=== INFORMATION GIVEN ===
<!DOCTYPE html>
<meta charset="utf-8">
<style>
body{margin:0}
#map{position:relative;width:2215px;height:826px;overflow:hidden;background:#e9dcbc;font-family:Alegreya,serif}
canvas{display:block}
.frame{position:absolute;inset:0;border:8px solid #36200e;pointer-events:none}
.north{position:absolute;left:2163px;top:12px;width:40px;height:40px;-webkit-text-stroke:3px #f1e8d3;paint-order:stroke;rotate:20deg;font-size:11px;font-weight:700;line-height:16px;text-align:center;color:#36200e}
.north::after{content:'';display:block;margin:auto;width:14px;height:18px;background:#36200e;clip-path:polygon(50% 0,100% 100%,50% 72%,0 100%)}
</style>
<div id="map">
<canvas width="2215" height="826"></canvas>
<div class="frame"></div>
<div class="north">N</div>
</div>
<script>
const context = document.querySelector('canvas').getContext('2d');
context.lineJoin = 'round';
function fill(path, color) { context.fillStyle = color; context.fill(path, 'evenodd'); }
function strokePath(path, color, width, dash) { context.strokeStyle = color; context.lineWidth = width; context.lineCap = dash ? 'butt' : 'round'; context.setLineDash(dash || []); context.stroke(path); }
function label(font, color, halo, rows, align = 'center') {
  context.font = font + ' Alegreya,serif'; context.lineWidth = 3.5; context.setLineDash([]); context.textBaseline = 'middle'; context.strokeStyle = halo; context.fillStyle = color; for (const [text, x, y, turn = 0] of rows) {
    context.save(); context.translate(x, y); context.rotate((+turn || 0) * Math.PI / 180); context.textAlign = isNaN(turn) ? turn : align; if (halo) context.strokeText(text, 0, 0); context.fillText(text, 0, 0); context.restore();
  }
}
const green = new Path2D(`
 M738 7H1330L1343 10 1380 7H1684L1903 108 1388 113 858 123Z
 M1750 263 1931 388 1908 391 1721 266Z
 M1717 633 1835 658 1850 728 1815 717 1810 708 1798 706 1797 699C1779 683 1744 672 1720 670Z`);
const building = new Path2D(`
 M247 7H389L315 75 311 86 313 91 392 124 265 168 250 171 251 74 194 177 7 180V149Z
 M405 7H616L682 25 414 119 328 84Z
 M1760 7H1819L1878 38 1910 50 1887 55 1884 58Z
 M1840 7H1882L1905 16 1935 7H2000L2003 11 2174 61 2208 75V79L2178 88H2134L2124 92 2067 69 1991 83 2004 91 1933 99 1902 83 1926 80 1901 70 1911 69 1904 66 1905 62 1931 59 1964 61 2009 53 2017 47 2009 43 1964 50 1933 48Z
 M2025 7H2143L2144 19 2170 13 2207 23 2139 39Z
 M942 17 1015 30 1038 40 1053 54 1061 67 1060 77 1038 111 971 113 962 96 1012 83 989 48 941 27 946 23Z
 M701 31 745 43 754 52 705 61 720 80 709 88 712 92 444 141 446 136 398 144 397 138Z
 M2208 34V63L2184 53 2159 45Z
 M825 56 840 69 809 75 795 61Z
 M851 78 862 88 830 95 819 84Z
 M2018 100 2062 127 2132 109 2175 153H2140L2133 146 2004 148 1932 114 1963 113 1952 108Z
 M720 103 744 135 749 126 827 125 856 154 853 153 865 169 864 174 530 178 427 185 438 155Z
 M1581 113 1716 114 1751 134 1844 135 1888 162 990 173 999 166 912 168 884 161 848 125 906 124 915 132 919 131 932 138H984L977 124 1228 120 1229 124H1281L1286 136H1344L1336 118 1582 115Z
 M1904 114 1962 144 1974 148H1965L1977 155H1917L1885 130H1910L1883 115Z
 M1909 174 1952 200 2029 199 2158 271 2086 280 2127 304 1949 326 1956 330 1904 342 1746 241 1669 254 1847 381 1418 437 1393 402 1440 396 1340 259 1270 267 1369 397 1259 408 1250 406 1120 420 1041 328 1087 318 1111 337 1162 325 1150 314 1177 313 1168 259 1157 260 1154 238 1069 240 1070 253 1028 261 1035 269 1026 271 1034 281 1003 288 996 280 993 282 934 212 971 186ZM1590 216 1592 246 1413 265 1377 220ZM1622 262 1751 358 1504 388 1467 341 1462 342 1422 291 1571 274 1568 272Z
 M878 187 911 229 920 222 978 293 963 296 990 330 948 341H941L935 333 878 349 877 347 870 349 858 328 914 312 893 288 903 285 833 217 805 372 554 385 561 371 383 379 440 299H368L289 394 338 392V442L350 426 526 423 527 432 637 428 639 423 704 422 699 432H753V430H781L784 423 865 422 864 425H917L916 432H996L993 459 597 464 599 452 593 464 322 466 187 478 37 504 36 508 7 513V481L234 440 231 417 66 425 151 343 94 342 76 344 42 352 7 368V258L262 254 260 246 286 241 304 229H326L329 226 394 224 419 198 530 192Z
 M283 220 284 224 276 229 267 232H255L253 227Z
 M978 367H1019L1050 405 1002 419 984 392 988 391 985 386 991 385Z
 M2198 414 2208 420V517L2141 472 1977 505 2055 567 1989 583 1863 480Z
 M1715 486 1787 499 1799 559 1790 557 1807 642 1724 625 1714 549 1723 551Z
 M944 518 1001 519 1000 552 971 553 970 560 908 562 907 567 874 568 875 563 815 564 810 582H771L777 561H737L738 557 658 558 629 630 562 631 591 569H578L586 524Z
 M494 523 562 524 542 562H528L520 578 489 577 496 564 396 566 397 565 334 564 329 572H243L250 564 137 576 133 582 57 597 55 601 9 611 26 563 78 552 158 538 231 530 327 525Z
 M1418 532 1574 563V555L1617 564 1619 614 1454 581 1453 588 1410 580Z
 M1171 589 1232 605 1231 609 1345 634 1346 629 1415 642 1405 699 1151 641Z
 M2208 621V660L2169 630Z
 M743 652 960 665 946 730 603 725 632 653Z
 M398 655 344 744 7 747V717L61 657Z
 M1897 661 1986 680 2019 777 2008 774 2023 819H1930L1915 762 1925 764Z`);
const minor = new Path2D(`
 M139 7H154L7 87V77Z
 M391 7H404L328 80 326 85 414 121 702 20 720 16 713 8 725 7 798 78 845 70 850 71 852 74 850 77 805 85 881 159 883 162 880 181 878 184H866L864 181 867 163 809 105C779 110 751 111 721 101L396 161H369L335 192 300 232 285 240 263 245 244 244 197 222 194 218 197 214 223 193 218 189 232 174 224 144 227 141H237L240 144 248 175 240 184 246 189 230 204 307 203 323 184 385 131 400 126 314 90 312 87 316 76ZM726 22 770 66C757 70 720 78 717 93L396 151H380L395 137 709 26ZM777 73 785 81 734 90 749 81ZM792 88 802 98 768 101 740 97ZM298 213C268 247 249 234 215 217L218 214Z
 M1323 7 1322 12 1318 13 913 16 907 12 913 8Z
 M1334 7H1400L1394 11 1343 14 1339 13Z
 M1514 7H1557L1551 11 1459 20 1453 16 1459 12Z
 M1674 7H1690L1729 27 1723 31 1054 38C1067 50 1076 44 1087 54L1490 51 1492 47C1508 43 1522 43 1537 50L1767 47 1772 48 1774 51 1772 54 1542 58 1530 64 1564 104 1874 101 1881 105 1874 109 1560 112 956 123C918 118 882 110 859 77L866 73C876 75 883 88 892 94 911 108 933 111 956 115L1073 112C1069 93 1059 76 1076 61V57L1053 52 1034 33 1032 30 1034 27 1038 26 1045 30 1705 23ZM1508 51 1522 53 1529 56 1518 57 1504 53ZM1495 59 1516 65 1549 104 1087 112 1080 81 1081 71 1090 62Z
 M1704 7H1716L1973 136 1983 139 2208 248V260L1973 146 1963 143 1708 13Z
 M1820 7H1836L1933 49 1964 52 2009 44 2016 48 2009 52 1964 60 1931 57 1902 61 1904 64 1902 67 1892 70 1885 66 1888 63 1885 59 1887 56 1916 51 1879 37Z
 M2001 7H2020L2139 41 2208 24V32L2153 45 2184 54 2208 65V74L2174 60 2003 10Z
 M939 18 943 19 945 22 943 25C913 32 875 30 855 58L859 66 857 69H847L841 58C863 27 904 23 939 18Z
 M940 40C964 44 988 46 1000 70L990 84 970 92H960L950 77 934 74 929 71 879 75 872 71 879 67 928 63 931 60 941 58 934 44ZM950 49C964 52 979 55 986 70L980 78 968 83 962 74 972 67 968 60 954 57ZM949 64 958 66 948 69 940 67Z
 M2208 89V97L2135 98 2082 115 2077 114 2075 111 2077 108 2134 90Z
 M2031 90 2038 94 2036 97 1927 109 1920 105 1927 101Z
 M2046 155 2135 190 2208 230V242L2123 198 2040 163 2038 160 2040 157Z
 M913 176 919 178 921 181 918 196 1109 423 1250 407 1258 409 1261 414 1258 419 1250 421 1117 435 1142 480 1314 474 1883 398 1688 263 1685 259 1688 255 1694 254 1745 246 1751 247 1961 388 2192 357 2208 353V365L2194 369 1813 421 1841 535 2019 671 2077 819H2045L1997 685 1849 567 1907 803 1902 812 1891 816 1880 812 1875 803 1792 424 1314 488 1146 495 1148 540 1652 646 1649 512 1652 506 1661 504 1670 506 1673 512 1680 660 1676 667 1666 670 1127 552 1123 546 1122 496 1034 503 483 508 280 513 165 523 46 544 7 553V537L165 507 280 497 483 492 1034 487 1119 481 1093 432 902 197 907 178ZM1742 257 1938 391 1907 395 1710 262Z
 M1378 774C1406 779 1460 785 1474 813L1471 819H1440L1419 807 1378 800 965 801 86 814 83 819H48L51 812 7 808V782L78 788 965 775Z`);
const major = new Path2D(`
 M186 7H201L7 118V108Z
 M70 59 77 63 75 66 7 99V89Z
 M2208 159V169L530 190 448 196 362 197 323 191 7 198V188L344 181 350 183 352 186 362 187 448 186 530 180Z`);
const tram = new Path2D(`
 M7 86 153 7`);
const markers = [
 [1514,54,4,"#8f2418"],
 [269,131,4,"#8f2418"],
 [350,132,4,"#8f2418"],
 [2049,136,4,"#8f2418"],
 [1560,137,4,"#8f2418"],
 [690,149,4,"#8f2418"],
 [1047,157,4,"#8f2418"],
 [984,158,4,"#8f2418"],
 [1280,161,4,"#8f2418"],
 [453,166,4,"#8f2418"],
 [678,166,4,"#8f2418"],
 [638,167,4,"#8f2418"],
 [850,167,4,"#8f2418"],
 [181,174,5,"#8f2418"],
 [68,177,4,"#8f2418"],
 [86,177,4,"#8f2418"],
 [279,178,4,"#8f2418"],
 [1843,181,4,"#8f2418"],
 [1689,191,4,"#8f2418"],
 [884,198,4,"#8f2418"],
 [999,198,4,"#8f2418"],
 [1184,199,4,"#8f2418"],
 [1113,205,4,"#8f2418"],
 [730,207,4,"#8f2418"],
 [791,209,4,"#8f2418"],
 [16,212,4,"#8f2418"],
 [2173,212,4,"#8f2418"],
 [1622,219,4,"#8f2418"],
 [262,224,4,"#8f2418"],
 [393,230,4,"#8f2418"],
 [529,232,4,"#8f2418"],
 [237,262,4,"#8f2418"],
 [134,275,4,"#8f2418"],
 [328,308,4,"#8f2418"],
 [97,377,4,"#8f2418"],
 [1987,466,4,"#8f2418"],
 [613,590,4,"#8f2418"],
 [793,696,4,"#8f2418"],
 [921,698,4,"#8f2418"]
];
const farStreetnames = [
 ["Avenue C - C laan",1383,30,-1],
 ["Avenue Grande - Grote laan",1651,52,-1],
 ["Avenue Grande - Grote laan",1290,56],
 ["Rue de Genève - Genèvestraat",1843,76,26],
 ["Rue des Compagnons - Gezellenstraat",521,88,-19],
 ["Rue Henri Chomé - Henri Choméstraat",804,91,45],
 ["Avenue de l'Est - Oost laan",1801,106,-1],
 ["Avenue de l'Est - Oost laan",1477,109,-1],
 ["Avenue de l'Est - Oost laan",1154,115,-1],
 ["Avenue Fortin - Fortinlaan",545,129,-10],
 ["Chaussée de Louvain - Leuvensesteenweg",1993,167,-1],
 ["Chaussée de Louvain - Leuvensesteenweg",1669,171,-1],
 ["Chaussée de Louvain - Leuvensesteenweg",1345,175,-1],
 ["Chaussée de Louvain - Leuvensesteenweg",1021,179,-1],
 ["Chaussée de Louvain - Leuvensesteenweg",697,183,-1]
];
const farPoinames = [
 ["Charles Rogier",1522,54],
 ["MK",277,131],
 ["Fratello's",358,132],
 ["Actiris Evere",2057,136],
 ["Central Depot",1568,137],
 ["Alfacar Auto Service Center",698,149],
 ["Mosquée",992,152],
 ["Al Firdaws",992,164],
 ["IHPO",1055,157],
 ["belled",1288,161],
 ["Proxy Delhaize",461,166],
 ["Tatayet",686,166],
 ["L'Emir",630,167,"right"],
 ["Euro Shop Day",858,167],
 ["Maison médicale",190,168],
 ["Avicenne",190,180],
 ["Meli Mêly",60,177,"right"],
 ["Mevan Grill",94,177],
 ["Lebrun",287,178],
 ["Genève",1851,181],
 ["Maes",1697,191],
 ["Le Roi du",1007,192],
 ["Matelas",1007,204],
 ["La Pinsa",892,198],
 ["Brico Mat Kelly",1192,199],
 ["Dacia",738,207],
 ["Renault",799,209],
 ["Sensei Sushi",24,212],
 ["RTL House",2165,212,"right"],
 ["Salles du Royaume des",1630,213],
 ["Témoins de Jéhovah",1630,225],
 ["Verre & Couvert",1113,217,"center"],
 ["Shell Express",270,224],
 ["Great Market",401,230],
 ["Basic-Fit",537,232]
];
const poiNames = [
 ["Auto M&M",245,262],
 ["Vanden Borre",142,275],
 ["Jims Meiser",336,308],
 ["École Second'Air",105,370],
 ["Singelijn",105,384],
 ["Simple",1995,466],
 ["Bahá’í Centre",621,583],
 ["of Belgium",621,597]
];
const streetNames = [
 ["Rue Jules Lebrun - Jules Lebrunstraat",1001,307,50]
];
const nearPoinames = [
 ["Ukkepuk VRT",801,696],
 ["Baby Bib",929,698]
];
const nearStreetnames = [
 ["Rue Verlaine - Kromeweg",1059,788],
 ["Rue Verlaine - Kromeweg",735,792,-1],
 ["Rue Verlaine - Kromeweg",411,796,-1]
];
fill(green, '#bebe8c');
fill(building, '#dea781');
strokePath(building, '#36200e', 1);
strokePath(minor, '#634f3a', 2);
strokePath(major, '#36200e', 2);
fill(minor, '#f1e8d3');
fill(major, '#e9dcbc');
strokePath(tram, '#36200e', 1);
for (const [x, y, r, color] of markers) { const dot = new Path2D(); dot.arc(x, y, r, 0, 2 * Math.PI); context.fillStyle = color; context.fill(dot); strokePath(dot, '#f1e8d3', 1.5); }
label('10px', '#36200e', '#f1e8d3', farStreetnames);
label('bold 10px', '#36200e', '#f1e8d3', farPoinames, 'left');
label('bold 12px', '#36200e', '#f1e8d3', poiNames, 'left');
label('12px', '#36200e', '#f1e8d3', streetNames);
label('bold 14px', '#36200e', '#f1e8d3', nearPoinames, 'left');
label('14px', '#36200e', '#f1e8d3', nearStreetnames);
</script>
===
=== INFORMATION GIVEN ===
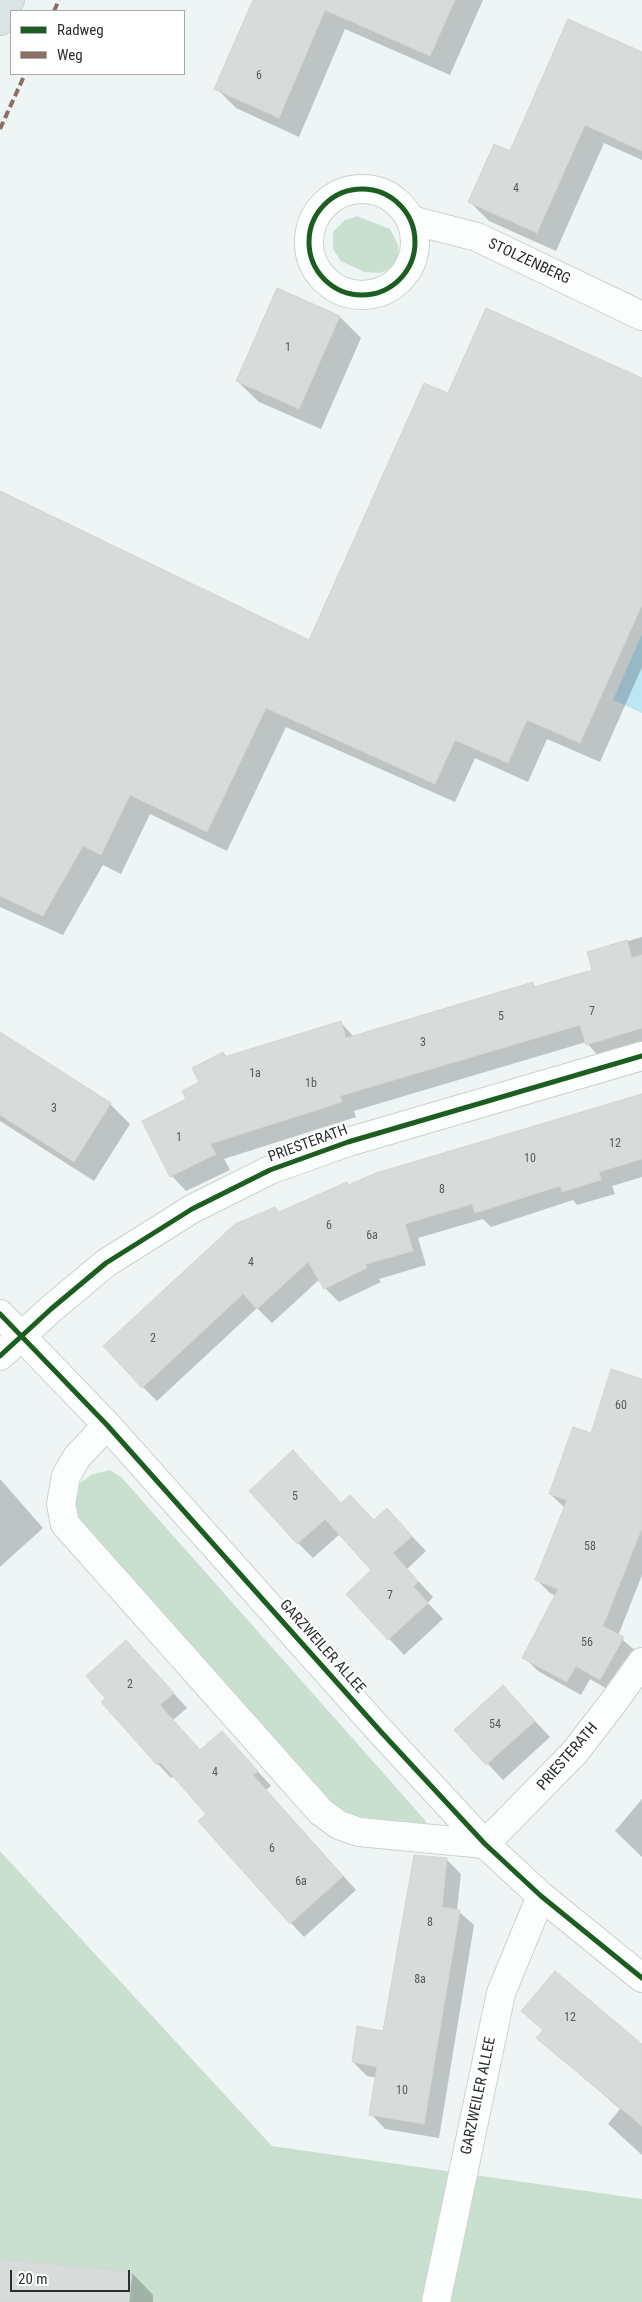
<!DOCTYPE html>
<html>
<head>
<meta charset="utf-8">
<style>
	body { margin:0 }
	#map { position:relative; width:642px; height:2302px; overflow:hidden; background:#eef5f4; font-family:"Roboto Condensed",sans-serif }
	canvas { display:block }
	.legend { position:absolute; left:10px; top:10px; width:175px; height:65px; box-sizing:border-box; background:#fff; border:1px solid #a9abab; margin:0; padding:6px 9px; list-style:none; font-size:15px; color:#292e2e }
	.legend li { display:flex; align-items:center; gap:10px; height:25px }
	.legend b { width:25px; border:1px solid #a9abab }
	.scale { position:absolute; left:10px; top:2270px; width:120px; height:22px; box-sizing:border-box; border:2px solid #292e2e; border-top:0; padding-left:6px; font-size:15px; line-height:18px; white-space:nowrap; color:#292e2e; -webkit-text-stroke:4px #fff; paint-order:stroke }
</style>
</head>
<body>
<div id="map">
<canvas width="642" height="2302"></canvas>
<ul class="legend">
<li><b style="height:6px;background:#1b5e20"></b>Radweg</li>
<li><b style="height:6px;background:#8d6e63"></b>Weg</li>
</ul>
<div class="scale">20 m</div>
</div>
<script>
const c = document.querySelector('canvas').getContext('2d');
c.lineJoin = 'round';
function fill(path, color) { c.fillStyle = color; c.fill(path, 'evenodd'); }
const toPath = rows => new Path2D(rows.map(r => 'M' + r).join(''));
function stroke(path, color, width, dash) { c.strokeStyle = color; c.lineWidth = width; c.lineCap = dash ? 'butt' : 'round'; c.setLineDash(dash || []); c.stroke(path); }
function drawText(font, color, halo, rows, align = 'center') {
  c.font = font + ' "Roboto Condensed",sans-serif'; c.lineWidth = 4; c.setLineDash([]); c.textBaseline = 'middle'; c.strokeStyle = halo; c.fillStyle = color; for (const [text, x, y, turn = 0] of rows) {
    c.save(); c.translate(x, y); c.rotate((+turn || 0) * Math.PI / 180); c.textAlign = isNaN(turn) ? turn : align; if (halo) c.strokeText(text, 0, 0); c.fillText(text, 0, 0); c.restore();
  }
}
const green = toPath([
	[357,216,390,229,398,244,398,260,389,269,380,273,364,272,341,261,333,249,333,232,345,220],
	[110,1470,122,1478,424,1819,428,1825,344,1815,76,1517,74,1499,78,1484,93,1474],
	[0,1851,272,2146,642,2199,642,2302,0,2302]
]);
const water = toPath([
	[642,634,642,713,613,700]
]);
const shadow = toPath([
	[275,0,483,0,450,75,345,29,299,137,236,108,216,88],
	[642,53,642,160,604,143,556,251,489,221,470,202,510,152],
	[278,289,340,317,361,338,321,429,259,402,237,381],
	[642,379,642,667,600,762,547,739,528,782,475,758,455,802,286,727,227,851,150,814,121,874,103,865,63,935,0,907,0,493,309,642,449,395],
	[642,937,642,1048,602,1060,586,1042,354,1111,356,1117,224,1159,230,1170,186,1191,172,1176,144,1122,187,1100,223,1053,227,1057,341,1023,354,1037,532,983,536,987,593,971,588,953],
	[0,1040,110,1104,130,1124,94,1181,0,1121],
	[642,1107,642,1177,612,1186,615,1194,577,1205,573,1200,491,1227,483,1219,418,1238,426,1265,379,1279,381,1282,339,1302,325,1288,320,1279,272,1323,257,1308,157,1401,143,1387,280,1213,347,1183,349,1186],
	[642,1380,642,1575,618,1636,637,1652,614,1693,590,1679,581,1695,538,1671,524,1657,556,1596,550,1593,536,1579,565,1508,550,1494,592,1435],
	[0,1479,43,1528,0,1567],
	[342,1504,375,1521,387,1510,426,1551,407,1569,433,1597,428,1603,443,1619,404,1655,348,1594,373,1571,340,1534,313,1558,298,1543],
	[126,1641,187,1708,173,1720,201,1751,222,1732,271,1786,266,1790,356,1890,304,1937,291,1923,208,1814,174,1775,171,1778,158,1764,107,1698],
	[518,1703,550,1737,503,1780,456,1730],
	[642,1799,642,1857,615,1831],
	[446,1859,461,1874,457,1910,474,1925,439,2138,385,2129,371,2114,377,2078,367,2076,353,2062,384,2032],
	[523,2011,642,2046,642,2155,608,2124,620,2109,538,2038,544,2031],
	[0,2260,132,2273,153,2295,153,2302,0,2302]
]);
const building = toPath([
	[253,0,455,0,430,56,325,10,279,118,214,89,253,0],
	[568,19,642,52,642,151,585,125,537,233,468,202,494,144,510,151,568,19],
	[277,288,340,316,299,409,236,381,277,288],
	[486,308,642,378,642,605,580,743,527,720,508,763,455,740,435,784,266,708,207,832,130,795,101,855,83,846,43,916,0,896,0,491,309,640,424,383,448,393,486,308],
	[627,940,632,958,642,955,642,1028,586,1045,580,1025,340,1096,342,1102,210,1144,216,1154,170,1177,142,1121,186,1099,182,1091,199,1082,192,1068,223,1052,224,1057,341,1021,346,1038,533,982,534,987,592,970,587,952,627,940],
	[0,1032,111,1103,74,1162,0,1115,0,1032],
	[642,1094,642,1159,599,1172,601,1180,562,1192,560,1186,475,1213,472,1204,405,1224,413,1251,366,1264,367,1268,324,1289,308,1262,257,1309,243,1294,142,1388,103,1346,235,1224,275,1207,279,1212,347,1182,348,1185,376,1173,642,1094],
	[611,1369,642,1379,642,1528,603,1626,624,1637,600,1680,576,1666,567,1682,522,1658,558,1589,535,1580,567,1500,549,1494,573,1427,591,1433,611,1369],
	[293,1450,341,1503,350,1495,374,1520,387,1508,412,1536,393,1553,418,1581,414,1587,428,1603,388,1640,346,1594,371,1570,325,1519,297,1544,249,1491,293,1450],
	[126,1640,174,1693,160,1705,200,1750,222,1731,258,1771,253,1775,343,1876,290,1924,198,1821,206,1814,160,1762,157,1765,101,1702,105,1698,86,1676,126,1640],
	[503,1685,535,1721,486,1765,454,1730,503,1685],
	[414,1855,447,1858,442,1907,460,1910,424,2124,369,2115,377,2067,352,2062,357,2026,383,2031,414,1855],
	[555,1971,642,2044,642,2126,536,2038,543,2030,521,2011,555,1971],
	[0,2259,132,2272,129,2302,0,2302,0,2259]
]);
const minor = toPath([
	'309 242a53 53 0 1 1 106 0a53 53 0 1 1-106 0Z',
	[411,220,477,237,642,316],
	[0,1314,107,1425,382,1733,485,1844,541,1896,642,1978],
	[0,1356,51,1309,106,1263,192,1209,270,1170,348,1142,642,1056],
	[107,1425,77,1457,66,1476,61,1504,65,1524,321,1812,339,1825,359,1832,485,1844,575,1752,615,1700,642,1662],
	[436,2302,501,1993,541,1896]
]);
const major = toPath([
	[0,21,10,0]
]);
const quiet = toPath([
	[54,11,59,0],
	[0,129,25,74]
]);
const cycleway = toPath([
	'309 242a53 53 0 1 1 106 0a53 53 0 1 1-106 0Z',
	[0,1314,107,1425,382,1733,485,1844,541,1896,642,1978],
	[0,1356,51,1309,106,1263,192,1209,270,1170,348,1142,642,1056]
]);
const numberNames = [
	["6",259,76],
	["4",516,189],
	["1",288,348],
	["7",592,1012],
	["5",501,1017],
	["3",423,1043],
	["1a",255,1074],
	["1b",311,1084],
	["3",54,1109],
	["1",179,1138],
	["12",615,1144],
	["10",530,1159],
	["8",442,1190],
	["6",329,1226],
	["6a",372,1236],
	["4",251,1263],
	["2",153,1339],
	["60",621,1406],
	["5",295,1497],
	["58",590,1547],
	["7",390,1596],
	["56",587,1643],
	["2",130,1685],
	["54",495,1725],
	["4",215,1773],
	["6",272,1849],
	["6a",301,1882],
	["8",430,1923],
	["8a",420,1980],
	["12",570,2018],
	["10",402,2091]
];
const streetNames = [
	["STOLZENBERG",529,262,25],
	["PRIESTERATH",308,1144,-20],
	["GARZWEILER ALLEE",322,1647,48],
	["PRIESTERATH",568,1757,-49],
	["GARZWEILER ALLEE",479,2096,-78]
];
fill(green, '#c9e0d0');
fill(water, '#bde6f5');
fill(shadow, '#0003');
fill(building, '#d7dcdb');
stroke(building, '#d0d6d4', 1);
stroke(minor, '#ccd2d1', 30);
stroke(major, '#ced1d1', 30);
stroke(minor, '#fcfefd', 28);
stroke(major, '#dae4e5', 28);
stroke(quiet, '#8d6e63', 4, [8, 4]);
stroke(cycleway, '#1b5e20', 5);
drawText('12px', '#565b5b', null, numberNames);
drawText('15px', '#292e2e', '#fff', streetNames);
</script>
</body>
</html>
===
YOUR TASK: Your output must be one number: how many lines of the listing include "lineCap".

OUTPUT OF THE TASK: 2